Le front sunnite radical (l’alliance stratégique des frères musulmans, du Qatar et de la Turquie) a traversé une année 2013 assez catastrophique ayant marqué l’arrêt de la dynamique islamisante issue du printemps arabe. Apres avoir perdu le pouvoir en Egypte et en Tunisie, ce front s’est heurté militairement et frontalement en Syrie a l’alliance Hezbollah-Syrie-Iran avec les conséquences que l’on connaît en cette fin 2013.
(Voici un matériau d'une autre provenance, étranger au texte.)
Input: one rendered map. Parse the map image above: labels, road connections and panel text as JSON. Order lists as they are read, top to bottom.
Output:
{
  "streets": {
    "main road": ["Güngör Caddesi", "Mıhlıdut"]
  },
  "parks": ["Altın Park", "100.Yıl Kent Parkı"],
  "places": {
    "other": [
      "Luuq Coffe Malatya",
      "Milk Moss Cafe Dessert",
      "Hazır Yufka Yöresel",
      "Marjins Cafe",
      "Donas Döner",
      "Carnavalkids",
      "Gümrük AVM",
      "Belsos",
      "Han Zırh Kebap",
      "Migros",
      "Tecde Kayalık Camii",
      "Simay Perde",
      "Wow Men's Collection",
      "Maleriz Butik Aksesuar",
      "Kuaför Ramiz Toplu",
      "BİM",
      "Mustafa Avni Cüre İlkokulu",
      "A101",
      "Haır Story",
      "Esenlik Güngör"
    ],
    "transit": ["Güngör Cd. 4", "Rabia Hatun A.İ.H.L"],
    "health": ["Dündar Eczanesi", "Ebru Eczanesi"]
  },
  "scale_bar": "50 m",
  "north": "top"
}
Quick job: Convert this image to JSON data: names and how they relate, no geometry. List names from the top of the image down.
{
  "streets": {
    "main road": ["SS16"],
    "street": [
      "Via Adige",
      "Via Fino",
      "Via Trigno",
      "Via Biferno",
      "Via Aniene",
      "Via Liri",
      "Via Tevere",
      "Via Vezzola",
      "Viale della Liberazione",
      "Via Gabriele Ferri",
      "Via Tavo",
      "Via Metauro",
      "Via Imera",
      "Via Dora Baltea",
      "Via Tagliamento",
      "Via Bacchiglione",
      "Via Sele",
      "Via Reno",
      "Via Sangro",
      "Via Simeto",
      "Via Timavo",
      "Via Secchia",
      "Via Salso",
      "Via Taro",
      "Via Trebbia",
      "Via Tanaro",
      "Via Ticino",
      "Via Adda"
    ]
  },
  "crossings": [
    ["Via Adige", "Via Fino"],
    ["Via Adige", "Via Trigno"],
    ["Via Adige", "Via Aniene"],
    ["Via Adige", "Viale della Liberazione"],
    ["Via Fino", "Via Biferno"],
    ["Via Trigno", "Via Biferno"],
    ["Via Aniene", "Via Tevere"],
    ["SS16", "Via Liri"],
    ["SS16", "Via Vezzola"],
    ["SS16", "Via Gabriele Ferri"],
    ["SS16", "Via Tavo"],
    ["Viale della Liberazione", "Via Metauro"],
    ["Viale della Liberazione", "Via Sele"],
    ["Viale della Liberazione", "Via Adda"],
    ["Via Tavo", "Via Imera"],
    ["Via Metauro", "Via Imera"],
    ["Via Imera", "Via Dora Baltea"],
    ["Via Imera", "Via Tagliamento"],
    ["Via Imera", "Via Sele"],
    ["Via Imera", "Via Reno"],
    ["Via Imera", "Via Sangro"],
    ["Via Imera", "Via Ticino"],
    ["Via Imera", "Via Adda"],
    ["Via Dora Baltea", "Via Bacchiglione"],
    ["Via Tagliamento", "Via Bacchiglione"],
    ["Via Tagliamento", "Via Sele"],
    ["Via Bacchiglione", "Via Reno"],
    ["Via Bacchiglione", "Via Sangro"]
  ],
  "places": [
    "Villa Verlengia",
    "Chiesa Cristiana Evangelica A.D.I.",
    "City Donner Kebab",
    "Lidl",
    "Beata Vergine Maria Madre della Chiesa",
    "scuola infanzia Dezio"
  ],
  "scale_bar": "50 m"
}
La Turquie a joué gros et semble proche de perdre beaucoup. Le pays traverse des perturbations liées à une gouvernance Erdogan qui est visiblement de plus en plus contestée et semble se préparer à lourdement modifier sa politique extérieure en formulant une demande d’adhésion a l’Union Douanière et en se rapprochant de l’Organisation de la coopération de Shanghai dont elle est devenue partenaire de dialogue au mois de mars de cette année.

L’alliance de l’Arabie saoudite et des pays du golfe (hormis le Qatar) semble rechercher des nouveaux alliés pour combattre le pouvoir syrien, via notamment des pays comme la Jordanie ou le Pakistan.

C‘est ce bloc qui semble à ce jour le plus décidé à mener à terme le renversement par la force du régime syrien.

Une telle politique est elle compatible avec les objectifs du parrain américain de voir la réalisation de Genève 2 ?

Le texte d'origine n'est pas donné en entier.